Social Relationships

  • Romantic Relationships and Children: Questions that assess participants’ romantic relationships, involvement with children (if any) and whether participants’ marital status changed since the last interview.
    • Compiled based on a review of existing measures.
  • Primary Caregiver: Participants are asked to specify the person who is primarily responsible for taking care of them. Follow-up questions regarding whether this caregiver lives with the youth and the caregiver’s health are asked as well.
  • Parental Monitoring: 15 questions that address the degree to which the primary caretaker tries to know and actually knows the youth’s activities/behavior as well as household rules regarding supervision.
    • Adapted from: Steinberg, L., Dornbusch, S., and Darling, N.  (1992).  Impact of parenting practices on adolescent achievement.  Authoritative parenting, school involvement, and encouragement to succeed.  Child Development, 63, 1266-1281.
  • Relationship Warmth/Hostility: 21 items each regarding the affective tones of the youth’s relationships with his parent, friends, and romantic partner.
    • Adapted from: Conger, R., Ge, X., Elder, G., Jr. Lorenz, F., & Simons, R. (1994).  Economic stress, coercive family process, and developmental problems of adolescents.  Child Development, 65, 541-561.
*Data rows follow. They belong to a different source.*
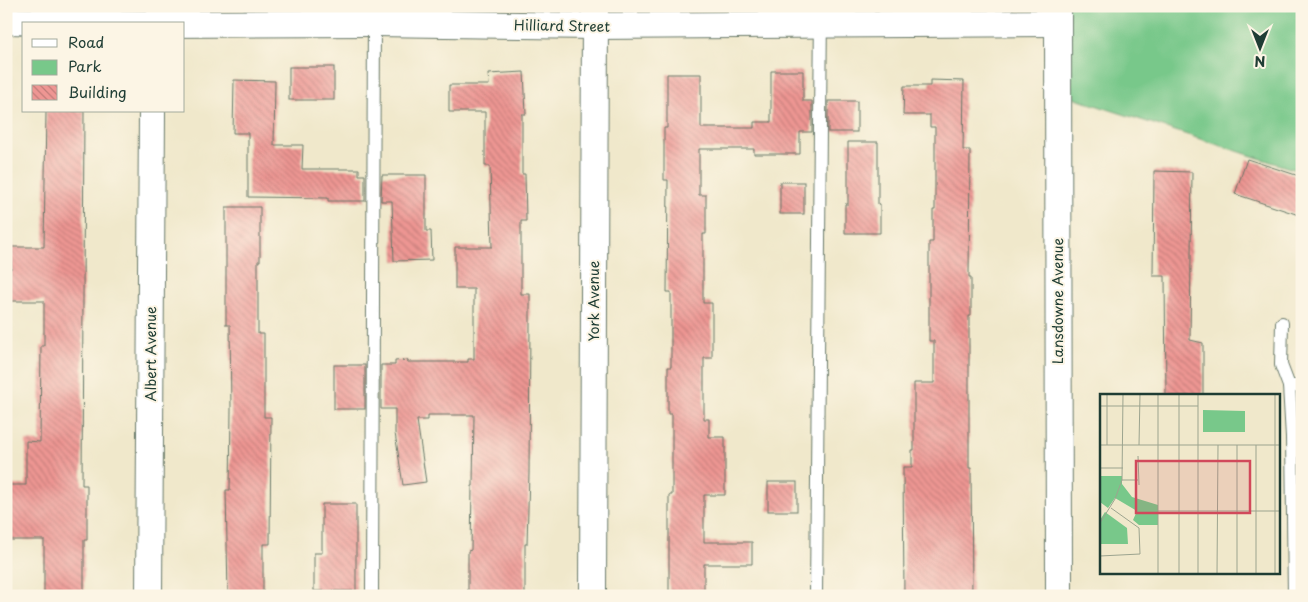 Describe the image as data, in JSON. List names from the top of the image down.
{
  "streets": {
    "street": [
      "Hilliard Street",
      "York Avenue",
      "Lansdowne Avenue",
      "Albert Avenue"
    ]
  },
  "crossings": [
    ["Hilliard Street", "York Avenue"],
    ["Hilliard Street", "Lansdowne Avenue"]
  ],
  "legend": ["Road", "Park", "Building"],
  "north": "bottom"
} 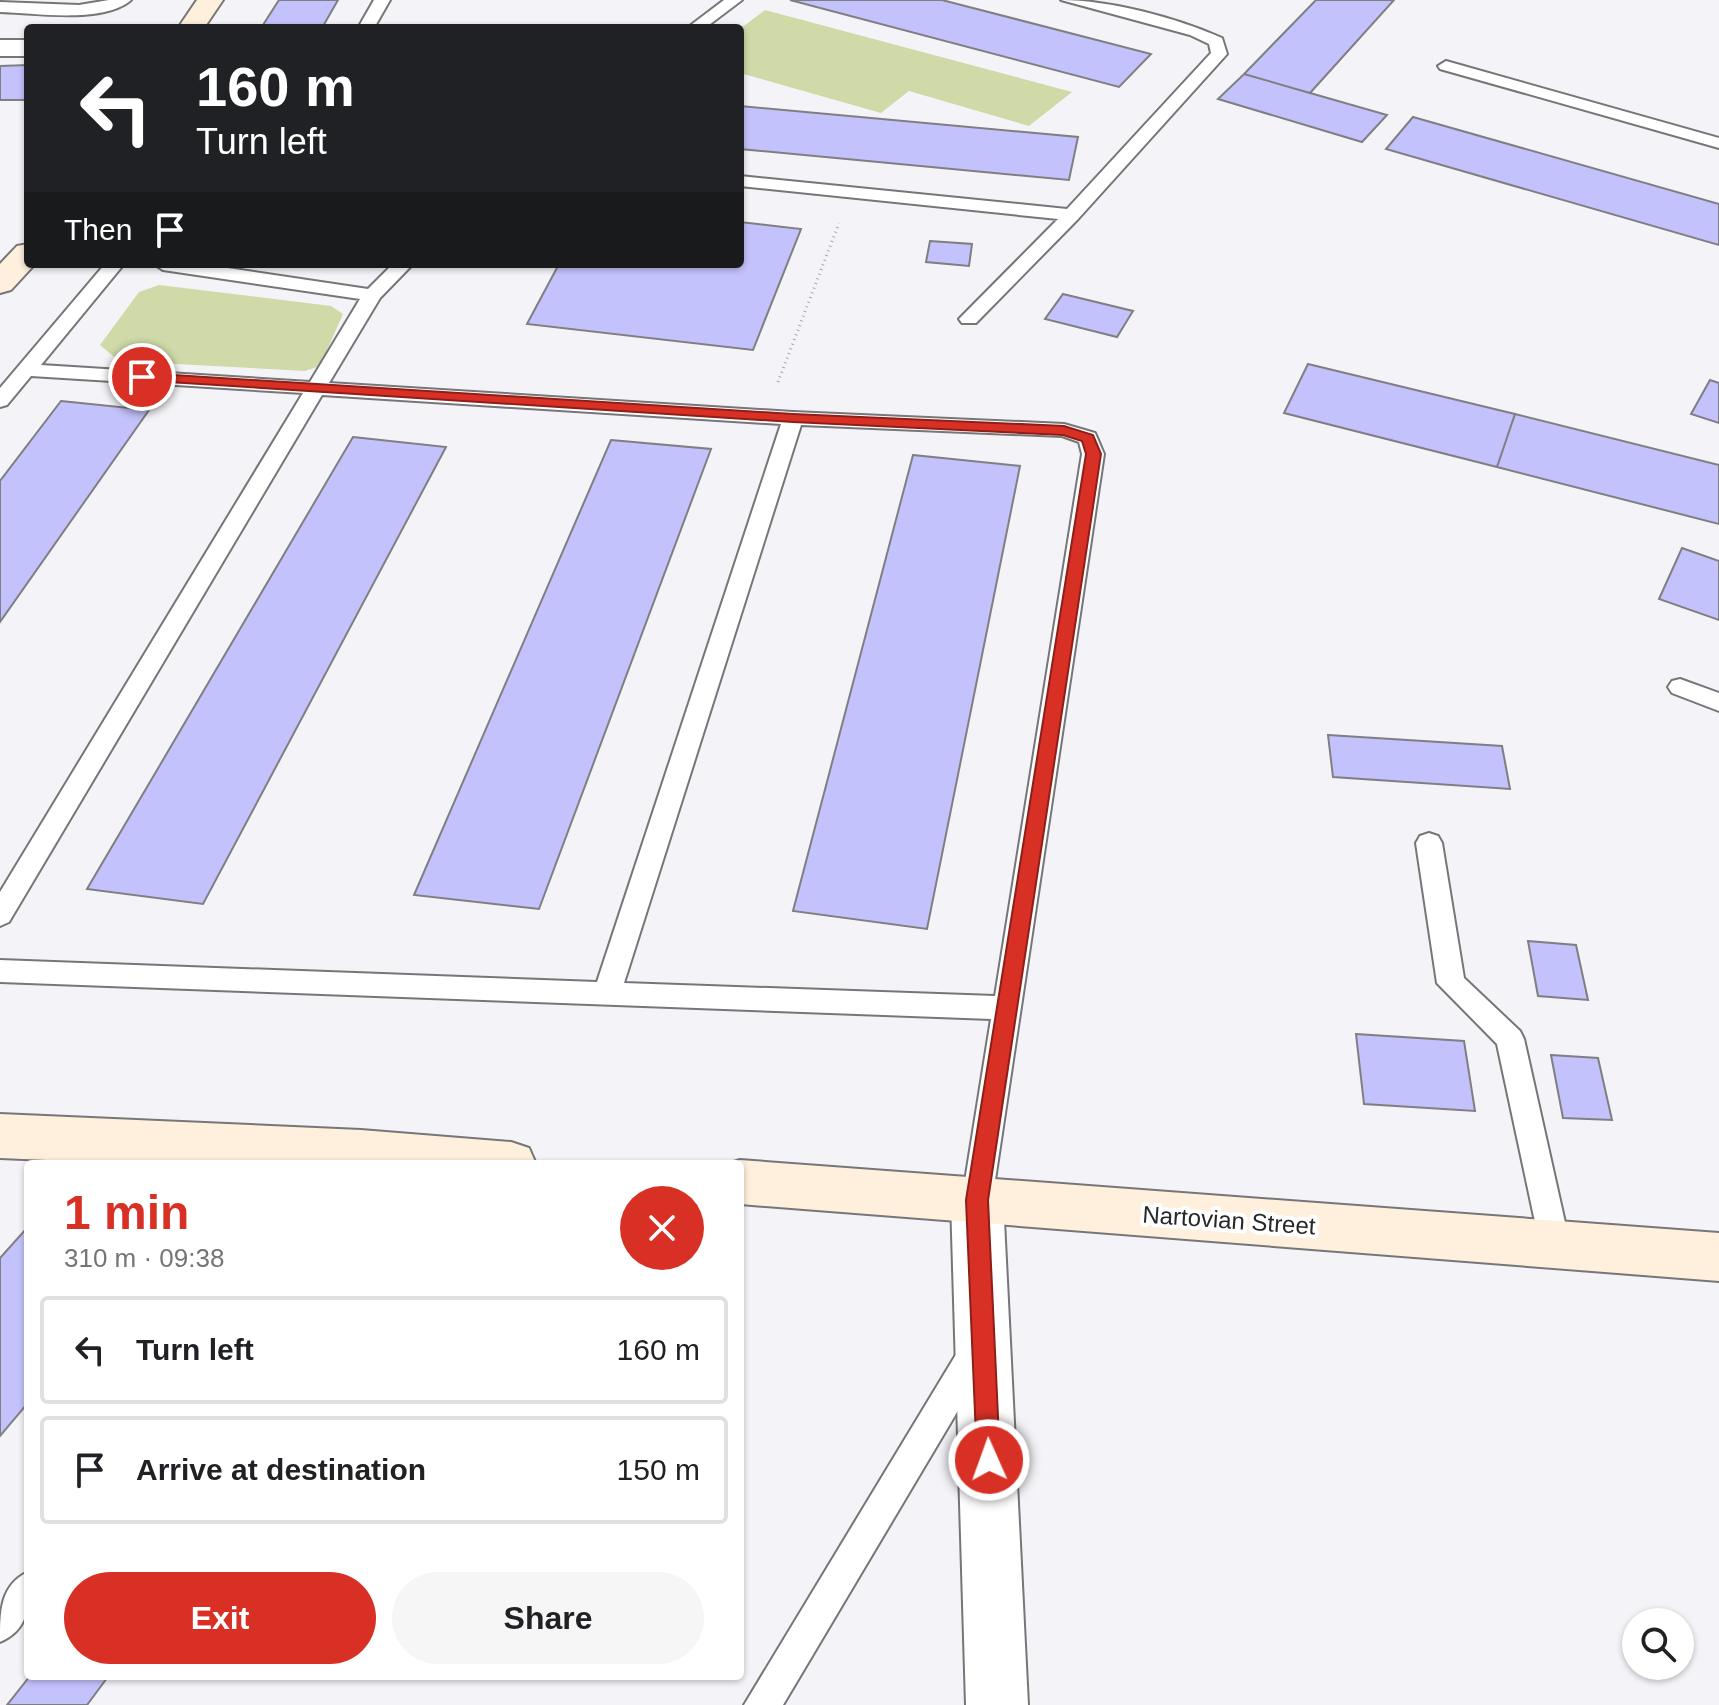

  • Association with Deviant Peers and Gang Involvement: This measure assesses friends’ antisocial behavior (13 items) and antisocial influence (7 items) as well as the youths’ gang involvement. (Note: The same questions are asked twice more by substituting “girlfriend” and “parents” for peers).  Additionally, youth are asked to state 5 of their closest friends and follow-up questions assess the degree of contact youth has with each of these peers, the peers’ ages and sex, whether any of these friends have been to jail, been arrested, done drugs, and been to mental hospital
    • Adapted from: Thornberry, T., Lizotte, A., Krohn, M., Farnworth, M., & Jang, S. (1994). Delinquent peers, beliefs, and delinquent behavior: A longitudinal test of interactional theory. Criminology, 32, 47-83.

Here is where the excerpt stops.